### [RECORDS TO USE]
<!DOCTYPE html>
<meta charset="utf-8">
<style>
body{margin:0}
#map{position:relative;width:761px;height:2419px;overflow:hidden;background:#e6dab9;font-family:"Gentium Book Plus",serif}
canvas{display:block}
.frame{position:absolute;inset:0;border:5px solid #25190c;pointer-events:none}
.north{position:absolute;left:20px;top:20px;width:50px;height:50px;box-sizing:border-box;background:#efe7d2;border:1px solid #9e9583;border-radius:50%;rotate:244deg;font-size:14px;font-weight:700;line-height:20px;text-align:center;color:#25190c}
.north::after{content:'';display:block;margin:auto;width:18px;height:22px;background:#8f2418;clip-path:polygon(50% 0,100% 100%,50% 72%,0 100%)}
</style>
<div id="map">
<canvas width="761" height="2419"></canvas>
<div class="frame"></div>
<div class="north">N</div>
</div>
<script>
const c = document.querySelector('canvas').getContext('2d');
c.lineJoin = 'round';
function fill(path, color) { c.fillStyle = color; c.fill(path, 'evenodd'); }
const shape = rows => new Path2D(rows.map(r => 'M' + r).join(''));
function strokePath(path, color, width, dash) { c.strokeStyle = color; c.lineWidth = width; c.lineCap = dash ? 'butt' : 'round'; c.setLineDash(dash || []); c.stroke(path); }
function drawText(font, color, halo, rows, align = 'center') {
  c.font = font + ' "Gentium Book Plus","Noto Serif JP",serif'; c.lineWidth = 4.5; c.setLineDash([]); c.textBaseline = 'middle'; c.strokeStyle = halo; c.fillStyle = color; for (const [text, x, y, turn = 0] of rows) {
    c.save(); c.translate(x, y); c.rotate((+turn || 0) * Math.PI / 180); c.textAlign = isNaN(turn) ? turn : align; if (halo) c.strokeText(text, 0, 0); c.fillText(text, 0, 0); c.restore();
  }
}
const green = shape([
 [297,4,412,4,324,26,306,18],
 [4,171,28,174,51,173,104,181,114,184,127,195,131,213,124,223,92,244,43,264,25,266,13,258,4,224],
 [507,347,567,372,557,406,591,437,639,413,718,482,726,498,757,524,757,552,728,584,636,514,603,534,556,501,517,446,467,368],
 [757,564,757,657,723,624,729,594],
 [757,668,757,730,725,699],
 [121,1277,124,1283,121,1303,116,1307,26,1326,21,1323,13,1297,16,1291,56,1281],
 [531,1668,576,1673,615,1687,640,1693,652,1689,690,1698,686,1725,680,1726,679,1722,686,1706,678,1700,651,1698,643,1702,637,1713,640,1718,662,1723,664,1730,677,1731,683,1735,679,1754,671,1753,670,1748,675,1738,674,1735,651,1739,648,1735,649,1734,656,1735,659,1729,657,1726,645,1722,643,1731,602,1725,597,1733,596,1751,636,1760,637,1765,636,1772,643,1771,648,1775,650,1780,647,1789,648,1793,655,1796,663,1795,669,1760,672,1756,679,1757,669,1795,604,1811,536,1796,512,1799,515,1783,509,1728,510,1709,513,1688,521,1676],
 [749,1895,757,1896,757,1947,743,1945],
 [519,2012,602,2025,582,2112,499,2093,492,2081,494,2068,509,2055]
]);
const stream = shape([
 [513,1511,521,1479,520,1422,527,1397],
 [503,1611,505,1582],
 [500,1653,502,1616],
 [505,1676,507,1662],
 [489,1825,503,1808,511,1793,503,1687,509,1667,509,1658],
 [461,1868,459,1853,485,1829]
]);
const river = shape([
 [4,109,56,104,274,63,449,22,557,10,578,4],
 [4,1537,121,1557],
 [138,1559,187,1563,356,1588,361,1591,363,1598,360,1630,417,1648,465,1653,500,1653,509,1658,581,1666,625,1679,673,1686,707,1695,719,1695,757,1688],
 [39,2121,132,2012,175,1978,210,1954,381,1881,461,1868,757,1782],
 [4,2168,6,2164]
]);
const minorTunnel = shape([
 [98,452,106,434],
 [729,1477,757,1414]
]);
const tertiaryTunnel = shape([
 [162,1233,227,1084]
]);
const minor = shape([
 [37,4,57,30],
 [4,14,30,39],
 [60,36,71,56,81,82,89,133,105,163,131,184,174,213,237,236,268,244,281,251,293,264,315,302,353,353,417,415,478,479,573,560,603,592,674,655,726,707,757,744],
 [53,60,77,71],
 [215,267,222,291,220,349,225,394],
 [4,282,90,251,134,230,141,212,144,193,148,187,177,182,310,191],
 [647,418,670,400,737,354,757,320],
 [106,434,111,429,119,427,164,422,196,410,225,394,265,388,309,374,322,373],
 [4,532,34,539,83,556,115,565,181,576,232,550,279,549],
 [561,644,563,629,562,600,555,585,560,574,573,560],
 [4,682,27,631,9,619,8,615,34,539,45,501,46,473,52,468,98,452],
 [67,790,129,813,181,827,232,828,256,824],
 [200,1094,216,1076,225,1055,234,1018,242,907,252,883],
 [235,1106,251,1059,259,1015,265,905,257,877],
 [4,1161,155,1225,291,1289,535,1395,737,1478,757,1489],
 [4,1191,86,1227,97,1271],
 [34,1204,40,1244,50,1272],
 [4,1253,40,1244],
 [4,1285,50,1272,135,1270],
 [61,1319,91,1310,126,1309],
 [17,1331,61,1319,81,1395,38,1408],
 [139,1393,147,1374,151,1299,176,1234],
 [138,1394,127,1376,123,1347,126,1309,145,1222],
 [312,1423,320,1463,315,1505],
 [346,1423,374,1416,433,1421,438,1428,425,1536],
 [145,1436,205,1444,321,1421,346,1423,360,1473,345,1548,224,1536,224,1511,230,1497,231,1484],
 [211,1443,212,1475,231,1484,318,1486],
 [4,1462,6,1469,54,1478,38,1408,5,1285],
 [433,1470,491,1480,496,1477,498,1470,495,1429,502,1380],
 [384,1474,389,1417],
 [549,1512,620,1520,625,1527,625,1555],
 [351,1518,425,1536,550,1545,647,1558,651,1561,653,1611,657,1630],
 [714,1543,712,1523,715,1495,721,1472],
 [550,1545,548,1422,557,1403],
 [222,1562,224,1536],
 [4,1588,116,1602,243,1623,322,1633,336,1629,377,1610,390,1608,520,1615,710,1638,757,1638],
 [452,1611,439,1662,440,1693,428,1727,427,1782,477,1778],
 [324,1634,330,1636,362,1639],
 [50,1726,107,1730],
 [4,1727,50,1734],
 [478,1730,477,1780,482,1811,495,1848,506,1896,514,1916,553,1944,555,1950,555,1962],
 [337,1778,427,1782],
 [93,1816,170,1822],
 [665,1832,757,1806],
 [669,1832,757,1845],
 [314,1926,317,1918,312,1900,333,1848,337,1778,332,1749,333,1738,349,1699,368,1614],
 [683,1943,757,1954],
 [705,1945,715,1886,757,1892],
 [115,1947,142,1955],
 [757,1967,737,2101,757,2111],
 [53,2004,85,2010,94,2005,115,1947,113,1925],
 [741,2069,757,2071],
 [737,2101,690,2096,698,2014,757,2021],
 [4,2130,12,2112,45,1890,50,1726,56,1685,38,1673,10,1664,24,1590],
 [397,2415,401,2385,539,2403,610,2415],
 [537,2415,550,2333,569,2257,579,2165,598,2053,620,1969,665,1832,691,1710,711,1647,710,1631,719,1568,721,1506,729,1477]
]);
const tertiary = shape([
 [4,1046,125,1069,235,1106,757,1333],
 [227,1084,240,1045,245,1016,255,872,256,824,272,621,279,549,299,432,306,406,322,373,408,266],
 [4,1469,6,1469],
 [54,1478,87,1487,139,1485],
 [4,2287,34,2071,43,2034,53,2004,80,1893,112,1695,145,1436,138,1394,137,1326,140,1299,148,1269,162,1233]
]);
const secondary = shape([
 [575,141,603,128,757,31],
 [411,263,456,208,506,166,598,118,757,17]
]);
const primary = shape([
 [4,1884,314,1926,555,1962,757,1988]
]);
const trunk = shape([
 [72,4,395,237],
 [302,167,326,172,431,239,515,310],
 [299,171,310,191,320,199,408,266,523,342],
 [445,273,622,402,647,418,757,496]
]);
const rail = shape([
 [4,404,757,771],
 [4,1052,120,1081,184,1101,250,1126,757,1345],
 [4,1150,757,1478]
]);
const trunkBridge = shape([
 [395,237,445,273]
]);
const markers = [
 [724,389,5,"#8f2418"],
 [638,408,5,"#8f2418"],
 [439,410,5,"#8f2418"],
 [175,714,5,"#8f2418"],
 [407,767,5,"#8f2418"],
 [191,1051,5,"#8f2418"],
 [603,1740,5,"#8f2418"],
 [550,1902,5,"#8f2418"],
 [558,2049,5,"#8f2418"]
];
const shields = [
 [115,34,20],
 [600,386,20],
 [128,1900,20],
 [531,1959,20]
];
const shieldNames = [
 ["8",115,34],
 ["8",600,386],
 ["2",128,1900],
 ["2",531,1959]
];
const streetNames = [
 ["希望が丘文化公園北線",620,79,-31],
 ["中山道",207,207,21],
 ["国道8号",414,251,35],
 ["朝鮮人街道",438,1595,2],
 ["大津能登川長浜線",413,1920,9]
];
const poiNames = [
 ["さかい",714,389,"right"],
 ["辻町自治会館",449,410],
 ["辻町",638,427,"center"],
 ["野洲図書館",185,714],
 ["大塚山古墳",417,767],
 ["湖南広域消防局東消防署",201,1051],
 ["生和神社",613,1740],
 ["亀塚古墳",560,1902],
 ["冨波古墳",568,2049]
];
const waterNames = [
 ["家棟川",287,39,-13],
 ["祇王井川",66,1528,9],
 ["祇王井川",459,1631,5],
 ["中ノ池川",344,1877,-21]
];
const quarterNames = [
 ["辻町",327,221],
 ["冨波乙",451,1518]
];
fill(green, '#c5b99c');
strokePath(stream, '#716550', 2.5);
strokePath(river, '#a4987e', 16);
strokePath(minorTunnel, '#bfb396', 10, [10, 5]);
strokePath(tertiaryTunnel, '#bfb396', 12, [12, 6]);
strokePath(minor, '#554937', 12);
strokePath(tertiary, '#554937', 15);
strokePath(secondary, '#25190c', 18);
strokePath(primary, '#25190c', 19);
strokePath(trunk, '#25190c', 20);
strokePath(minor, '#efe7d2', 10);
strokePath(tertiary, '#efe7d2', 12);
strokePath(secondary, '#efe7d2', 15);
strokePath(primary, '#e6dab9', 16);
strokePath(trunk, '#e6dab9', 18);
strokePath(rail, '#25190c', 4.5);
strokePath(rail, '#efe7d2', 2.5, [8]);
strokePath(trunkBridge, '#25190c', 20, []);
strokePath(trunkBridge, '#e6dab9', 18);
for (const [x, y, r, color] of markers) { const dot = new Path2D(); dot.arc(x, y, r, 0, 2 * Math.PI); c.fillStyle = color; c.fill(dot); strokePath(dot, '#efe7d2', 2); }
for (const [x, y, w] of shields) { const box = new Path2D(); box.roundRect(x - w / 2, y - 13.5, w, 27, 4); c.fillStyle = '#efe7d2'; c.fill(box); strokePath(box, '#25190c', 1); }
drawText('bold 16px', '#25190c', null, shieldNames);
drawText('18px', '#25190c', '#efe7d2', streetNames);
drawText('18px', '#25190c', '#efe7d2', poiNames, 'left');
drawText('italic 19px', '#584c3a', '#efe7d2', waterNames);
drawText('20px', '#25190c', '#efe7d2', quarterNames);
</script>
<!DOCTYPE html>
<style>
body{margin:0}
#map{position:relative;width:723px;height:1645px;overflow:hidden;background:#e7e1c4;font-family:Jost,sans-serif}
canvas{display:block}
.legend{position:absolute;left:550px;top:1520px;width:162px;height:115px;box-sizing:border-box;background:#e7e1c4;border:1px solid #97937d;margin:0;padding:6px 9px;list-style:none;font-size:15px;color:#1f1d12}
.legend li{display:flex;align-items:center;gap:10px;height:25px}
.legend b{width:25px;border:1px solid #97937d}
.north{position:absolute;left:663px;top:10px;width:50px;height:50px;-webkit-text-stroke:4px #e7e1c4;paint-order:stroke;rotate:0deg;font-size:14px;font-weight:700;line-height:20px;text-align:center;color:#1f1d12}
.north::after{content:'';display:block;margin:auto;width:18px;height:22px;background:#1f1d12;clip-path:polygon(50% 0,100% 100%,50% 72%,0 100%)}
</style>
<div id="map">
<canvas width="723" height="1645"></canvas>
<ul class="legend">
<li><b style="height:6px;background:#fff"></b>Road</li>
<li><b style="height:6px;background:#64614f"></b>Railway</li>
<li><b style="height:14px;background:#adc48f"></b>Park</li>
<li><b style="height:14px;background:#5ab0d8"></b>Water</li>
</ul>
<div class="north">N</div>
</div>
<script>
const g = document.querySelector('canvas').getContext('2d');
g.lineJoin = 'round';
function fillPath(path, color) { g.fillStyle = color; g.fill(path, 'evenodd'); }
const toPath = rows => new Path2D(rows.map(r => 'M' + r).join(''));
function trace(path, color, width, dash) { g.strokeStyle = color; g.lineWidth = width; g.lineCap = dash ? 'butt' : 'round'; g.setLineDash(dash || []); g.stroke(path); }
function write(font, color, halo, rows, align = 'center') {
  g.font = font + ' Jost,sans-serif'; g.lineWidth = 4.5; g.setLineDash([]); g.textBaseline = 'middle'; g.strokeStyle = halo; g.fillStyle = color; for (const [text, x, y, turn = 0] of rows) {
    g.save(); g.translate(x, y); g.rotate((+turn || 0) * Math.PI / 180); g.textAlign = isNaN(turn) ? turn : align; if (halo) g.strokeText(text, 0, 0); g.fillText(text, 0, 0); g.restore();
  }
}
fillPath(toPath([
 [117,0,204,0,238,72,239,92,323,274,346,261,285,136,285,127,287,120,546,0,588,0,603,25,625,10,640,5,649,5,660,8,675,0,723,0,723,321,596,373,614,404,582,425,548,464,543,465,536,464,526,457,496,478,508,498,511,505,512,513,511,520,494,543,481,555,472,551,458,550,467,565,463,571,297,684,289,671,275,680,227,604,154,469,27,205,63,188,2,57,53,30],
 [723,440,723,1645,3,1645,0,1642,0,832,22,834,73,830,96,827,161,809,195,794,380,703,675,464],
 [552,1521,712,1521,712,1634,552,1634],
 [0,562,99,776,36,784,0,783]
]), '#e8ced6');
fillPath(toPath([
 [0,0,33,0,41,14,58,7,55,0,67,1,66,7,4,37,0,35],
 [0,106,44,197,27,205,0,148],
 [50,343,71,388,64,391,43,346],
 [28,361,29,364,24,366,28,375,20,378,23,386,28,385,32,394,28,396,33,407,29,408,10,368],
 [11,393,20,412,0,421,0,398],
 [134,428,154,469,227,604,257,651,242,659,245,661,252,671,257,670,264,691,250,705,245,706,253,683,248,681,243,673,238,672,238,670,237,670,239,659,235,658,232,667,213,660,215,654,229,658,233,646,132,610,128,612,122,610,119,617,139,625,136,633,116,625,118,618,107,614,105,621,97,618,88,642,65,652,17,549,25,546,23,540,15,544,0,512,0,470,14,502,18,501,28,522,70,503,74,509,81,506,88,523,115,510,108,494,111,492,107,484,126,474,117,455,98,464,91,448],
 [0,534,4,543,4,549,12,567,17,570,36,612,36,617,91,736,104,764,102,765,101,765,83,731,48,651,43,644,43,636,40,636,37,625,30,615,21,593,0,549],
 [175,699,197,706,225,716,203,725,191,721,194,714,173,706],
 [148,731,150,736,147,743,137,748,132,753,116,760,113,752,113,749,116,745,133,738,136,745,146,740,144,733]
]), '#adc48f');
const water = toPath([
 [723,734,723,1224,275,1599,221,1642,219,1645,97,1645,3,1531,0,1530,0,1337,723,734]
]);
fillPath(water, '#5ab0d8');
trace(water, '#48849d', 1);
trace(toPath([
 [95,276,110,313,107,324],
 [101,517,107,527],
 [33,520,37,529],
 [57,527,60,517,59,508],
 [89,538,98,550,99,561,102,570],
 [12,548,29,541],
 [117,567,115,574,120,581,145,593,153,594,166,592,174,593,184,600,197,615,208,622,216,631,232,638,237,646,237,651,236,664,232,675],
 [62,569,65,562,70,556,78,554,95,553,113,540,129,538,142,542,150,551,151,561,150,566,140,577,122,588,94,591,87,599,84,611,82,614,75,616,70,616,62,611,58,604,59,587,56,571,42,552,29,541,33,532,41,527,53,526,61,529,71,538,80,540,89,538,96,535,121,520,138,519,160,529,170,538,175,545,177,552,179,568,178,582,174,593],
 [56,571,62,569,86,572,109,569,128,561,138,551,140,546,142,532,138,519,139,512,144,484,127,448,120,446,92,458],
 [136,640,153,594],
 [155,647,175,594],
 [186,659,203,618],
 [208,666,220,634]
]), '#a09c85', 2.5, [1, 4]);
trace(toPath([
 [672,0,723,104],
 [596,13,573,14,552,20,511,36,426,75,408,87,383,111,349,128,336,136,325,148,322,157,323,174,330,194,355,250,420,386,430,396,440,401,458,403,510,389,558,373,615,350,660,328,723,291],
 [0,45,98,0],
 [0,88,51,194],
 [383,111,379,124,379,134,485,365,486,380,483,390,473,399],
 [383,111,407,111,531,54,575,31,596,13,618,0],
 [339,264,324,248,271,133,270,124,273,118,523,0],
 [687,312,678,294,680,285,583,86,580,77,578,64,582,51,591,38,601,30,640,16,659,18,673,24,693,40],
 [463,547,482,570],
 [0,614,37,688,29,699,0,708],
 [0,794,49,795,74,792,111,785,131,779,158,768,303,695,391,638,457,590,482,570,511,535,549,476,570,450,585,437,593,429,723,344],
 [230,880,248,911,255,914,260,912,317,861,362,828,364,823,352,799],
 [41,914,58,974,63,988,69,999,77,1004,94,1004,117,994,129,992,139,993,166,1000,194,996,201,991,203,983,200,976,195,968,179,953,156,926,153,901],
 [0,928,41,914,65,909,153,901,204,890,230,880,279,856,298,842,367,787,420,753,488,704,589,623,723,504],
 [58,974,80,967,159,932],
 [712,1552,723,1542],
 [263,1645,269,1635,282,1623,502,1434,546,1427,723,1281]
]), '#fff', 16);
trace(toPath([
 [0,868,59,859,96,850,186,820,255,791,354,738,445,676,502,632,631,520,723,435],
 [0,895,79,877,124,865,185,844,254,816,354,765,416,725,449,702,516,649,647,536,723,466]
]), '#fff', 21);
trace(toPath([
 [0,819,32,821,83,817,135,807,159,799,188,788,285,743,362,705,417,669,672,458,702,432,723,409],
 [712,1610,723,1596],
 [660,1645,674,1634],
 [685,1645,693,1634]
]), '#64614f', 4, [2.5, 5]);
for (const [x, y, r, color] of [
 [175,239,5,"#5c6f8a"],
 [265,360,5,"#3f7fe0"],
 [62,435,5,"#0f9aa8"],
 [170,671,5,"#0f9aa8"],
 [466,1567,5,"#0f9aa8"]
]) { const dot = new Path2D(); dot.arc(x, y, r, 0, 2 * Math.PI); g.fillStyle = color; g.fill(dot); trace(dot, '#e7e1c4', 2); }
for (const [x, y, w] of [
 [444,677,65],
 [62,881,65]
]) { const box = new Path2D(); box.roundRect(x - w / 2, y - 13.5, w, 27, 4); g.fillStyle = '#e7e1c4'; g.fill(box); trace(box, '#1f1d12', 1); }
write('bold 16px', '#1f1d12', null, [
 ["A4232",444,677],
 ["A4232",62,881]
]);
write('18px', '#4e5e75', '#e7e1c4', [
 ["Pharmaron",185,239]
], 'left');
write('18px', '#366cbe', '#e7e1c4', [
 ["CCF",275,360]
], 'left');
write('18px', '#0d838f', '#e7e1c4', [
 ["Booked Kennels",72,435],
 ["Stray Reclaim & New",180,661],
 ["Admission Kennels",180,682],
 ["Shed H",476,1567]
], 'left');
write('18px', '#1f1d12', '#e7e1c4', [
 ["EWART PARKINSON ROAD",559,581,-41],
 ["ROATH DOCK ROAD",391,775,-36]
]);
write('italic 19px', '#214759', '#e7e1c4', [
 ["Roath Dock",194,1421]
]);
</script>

### [EXERCISE DIRECTIONS]
Set down the lines above exactly as written. Begin at the line containing "[62,881,65]" and stop after the last line.

### [SOLUTION BELOW]
 [62,881,65]
]) { const box = new Path2D(); box.roundRect(x - w / 2, y - 13.5, w, 27, 4); g.fillStyle = '#e7e1c4'; g.fill(box); trace(box, '#1f1d12', 1); }
write('bold 16px', '#1f1d12', null, [
 ["A4232",444,677],
 ["A4232",62,881]
]);
write('18px', '#4e5e75', '#e7e1c4', [
 ["Pharmaron",185,239]
], 'left');
write('18px', '#366cbe', '#e7e1c4', [
 ["CCF",275,360]
], 'left');
write('18px', '#0d838f', '#e7e1c4', [
 ["Booked Kennels",72,435],
 ["Stray Reclaim & New",180,661],
 ["Admission Kennels",180,682],
 ["Shed H",476,1567]
], 'left');
write('18px', '#1f1d12', '#e7e1c4', [
 ["EWART PARKINSON ROAD",559,581,-41],
 ["ROATH DOCK ROAD",391,775,-36]
]);
write('italic 19px', '#214759', '#e7e1c4', [
 ["Roath Dock",194,1421]
]);
</script>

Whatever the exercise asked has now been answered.